Mehr Fahrradwege und 10.000 Elektroautos

Vorarlberg / 05.06.2014 • 19:44 Uhr / 2 Minuten Lesezeit

Die Grünen präsentieren ihre Mobilitätstrategie von morgen.

bregenz. (VN-hrj) Mobilität muss menschengerecht und ökologisch, sozial verträglich und leistbar sein sowie allen offenstehen. Das ist laut Klubchef Johannes Rauch die Vision der Grünen. „Wo immer es geht, benutzen die Vorarlberger den öffentlichen Verkehr, das Fahrrad oder sind zu Fuß unterwegs.
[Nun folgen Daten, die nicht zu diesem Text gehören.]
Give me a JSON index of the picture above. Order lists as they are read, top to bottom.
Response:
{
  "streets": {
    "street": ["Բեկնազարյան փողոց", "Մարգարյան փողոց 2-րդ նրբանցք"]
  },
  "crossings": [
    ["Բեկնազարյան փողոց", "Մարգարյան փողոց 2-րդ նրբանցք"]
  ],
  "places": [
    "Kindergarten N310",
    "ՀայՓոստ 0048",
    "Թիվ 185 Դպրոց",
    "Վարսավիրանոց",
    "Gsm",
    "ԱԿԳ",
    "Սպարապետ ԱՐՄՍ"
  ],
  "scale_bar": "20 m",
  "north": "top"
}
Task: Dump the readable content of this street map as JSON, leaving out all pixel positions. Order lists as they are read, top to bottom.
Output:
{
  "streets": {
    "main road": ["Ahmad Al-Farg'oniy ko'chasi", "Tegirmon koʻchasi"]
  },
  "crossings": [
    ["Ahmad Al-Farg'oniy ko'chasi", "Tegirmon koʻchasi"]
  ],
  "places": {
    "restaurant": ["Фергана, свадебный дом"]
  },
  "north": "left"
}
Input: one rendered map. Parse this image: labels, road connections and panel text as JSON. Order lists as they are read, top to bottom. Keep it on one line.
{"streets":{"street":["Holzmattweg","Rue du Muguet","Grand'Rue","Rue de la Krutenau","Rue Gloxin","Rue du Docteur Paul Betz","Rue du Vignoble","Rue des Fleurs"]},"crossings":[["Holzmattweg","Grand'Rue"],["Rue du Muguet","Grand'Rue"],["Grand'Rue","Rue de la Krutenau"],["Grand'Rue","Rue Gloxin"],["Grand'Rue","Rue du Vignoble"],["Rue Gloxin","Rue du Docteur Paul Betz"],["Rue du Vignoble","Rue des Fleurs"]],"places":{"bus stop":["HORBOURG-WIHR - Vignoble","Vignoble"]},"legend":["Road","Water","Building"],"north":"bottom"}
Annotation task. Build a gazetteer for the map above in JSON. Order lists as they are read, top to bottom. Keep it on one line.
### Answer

Auf das Auto wird nur dann zurückgegriffen, wenn es nicht anders geht“, visionierte er weiter, als er gestern in Bregenz vor dem Festspielhaus das Programm der Grünen vorstellte, mit dessen Hilfe die Mobilität in die Zukunft geführt werden könnte.

Ein wichtiger Schritt sei bereits die Einführung des von den Grünen vorgeschlagenen 365-Euro-Tickets gewesen. „Insgesamt fehlt aber im Land eine durchgängige Mobilitätspolitik, die konsequent auf zukunftsfähige Mobilität setzt“, sagte Rauch. Ein neuer Schub sei dringend erforderlich.

Umfassendes Mobilitätsticket

Die grüne Mobilitätsstrategie enthält die Weiterentwicklung des 365-Euro-Tickets zu einem umfassenden Mobilitätsticket. „Zum Beispiel mit Zugang zu Carsharing oder Fahrradverleih“, fordert der grüne Landtagswahlkandidat Adi Gross und spricht sich zudem für einen verstärkten Ausbau der Fahrradwege aus. „Um den Fahrradanteil zu erhöhen, ist ein Schub im Ausbau der Radverkehr-Strukturen notwendig“, sagte er. Die drei Millionen Euro, die dafür jährlich zur Verfügung stehen, seien jedoch zu wenig.

Zur Mobilitätsstrategie gehört auch die Elektromobilitätsstrategie, erklärte Gross. Um zu erreichen, dass 10.000 Elektroautos bis 2020 auf Vorarlbergs Straßen fahren, müsse eine konkrete Strategie entwickelt und umgesetzt werden. Dazu brauche es vor allem eine Verbesserung der Strukturen.

Insgesamt fehlt im Land eine durchgängige Mobilitätspolitik.